(PROVIDED MATERIAL)

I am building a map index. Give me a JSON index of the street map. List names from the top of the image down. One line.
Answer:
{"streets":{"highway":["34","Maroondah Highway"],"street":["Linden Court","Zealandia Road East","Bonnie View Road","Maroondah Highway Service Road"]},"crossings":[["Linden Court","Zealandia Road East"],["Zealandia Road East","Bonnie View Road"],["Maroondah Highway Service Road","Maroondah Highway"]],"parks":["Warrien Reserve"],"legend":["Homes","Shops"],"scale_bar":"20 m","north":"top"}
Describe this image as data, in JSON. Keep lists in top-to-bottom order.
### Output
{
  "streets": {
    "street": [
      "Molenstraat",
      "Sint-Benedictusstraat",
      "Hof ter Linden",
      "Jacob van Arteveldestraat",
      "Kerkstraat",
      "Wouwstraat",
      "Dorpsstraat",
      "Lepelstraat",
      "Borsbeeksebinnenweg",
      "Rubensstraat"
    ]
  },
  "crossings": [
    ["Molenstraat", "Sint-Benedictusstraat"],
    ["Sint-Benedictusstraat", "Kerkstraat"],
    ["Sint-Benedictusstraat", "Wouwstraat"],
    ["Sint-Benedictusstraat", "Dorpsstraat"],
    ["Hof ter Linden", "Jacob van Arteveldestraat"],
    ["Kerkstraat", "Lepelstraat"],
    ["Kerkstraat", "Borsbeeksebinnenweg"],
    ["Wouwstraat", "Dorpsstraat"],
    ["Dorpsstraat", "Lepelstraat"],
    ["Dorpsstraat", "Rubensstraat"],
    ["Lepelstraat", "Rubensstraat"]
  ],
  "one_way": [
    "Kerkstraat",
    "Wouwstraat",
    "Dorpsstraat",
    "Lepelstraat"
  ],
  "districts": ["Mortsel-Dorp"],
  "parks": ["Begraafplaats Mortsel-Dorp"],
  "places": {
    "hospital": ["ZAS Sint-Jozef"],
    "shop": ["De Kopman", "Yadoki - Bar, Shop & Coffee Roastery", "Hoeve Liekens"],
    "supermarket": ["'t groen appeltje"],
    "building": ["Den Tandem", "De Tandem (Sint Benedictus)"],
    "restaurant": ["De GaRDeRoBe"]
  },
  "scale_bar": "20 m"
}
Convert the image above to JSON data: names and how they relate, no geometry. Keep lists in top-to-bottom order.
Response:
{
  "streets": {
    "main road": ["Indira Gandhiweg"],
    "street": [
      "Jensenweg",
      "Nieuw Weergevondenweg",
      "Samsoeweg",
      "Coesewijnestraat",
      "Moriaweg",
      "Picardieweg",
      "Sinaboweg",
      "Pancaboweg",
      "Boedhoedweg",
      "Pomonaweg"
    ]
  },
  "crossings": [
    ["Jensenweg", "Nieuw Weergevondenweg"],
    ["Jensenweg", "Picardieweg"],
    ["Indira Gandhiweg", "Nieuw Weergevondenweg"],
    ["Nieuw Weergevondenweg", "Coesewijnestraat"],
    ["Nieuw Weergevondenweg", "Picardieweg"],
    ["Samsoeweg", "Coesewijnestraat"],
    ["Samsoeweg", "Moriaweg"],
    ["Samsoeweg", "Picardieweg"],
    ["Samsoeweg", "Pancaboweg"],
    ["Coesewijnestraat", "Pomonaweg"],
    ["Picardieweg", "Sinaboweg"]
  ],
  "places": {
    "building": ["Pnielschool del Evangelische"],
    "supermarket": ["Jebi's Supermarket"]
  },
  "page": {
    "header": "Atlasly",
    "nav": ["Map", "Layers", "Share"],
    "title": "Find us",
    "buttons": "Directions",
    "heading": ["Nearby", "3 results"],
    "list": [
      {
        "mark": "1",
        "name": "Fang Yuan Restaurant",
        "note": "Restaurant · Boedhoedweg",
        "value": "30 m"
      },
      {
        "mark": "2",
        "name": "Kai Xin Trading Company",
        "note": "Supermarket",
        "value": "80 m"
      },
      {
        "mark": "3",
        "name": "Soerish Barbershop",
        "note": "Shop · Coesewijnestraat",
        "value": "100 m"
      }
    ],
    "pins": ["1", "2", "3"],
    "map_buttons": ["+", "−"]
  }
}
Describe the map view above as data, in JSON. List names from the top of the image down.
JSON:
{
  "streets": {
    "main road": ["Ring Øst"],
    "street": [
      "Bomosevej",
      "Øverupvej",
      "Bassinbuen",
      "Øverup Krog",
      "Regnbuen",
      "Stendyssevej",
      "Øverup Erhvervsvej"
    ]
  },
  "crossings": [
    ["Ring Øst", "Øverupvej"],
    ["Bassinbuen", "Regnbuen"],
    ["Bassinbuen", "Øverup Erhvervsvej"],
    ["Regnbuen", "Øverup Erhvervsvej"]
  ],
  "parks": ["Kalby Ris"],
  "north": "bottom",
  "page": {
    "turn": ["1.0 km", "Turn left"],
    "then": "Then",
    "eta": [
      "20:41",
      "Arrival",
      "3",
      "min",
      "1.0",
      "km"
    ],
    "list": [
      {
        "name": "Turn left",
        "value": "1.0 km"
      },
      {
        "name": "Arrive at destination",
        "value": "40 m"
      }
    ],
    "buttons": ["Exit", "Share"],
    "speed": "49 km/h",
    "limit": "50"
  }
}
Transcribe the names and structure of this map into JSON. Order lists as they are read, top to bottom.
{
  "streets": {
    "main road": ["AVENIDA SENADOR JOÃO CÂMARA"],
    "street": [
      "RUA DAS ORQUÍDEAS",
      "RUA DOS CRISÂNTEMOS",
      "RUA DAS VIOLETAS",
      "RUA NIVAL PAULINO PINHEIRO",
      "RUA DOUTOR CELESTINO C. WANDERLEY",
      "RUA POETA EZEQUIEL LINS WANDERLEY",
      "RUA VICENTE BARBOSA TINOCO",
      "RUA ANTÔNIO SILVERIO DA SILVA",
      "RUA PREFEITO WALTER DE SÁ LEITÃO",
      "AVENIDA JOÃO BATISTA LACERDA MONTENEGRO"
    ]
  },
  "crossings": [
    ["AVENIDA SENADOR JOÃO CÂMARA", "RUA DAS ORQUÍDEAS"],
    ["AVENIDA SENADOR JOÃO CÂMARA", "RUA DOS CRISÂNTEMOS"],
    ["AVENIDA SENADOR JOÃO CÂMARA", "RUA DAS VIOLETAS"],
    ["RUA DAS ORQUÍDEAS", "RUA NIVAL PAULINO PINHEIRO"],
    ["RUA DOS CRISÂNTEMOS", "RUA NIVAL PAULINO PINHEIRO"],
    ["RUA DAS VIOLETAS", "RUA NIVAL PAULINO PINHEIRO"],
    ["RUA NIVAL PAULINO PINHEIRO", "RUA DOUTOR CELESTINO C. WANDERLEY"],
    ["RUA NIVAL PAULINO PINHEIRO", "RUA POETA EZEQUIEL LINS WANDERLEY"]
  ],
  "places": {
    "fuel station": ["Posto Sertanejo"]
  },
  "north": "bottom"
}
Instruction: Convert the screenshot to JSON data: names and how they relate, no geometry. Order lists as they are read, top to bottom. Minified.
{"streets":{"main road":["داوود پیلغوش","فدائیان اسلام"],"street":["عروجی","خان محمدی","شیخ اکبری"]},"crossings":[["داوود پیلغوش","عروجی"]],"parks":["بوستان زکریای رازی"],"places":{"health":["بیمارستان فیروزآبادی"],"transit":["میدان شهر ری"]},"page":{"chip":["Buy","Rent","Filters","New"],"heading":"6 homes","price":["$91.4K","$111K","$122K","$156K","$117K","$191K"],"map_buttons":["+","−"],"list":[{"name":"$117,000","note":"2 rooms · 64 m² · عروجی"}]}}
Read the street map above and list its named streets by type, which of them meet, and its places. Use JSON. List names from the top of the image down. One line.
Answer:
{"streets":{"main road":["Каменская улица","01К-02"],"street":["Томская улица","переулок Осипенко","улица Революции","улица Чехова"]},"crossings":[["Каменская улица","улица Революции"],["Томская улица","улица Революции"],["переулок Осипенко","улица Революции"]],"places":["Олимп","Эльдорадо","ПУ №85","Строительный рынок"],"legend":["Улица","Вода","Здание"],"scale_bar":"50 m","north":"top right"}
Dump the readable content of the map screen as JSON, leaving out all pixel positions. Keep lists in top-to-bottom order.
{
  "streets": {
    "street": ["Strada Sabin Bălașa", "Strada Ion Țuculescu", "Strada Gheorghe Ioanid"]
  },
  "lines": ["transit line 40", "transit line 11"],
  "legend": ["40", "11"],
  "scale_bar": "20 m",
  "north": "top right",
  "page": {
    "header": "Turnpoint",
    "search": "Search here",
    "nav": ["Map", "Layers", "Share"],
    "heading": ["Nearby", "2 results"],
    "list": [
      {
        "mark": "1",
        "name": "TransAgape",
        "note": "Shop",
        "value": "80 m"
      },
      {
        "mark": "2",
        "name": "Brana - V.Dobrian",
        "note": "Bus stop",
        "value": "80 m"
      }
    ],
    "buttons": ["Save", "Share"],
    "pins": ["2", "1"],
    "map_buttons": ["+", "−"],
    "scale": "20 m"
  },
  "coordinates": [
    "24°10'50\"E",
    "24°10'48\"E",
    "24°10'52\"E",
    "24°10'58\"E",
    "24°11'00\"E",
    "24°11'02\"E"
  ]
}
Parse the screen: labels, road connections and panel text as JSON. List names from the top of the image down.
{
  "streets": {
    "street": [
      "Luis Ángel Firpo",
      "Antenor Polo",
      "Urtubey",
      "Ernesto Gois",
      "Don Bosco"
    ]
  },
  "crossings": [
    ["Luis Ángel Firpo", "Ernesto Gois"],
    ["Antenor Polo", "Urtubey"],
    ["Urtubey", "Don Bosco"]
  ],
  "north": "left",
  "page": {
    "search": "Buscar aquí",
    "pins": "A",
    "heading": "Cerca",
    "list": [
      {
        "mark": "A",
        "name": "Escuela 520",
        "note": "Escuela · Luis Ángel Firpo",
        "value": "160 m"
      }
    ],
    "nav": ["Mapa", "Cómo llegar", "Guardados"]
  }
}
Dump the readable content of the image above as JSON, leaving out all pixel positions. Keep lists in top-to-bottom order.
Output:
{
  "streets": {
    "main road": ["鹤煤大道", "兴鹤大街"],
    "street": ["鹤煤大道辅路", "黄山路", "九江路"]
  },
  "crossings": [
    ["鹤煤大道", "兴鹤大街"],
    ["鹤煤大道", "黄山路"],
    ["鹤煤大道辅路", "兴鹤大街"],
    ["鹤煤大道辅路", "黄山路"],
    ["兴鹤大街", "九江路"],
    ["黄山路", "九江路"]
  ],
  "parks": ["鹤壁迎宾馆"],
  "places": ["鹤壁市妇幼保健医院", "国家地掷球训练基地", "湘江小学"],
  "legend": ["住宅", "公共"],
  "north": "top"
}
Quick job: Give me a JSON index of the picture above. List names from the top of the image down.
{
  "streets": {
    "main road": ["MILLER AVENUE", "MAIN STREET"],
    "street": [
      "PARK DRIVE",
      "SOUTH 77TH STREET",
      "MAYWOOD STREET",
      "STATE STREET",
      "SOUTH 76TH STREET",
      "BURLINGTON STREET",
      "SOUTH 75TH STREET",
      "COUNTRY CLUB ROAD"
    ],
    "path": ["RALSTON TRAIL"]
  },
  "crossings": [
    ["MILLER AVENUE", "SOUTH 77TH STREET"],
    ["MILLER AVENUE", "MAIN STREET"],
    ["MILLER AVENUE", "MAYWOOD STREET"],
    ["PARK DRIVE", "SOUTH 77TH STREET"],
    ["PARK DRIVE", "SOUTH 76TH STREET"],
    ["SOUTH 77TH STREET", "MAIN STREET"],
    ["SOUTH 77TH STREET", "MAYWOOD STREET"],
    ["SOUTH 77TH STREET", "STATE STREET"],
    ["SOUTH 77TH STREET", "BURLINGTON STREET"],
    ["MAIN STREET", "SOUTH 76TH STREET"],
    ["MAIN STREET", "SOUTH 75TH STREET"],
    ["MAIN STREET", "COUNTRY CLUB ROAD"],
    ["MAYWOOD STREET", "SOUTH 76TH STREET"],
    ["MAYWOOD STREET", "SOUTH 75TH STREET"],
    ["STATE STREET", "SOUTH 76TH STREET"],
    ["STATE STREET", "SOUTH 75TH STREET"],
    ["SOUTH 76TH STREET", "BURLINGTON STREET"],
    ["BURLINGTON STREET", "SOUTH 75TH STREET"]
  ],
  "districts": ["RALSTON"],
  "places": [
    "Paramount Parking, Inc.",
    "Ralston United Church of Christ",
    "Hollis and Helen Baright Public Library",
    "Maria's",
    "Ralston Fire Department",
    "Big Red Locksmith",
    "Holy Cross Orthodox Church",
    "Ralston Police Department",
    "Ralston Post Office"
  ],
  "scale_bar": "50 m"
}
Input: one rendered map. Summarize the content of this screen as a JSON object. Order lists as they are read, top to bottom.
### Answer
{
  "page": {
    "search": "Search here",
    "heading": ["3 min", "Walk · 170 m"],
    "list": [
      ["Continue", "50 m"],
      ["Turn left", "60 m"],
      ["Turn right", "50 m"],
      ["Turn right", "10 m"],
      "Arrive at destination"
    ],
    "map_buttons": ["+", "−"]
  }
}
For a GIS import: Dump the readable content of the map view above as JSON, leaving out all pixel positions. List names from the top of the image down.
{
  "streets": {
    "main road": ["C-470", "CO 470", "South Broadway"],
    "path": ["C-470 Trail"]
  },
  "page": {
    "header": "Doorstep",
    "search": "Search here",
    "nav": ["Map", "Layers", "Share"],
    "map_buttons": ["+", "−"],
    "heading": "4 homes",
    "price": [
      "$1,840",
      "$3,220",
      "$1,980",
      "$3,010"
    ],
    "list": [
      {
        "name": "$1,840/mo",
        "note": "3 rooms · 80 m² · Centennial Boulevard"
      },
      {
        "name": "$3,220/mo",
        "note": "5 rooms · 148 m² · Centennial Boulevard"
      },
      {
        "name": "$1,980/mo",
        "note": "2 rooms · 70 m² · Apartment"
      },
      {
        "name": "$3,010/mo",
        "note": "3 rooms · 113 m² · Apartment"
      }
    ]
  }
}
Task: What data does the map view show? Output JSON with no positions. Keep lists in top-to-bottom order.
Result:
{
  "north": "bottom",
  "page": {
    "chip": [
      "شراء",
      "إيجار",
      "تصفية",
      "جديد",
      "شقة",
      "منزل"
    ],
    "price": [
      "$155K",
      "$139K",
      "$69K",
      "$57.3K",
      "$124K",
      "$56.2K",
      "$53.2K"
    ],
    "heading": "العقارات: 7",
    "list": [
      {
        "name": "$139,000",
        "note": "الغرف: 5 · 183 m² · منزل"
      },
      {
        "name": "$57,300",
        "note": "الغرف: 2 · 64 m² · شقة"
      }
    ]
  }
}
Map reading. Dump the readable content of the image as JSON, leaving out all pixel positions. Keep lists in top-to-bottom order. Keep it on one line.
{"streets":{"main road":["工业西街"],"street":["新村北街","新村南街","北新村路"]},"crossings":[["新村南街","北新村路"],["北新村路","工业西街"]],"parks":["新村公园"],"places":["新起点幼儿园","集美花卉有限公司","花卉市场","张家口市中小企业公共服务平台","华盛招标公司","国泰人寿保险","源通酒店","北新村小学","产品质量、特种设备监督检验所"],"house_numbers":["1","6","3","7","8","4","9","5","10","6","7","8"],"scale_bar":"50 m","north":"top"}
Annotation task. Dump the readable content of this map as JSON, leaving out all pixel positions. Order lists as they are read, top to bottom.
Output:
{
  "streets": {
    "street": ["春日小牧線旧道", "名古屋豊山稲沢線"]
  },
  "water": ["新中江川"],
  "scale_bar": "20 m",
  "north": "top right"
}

(End PROVIDED MATERIAL)

From the records above, copy every line that includes the word "Lepelstraat".

| RESULT FOR THIS EXERCISE |
      "Lepelstraat",
    ["Kerkstraat", "Lepelstraat"],
    ["Dorpsstraat", "Lepelstraat"],
    ["Lepelstraat", "Rubensstraat"]
    "Lepelstraat"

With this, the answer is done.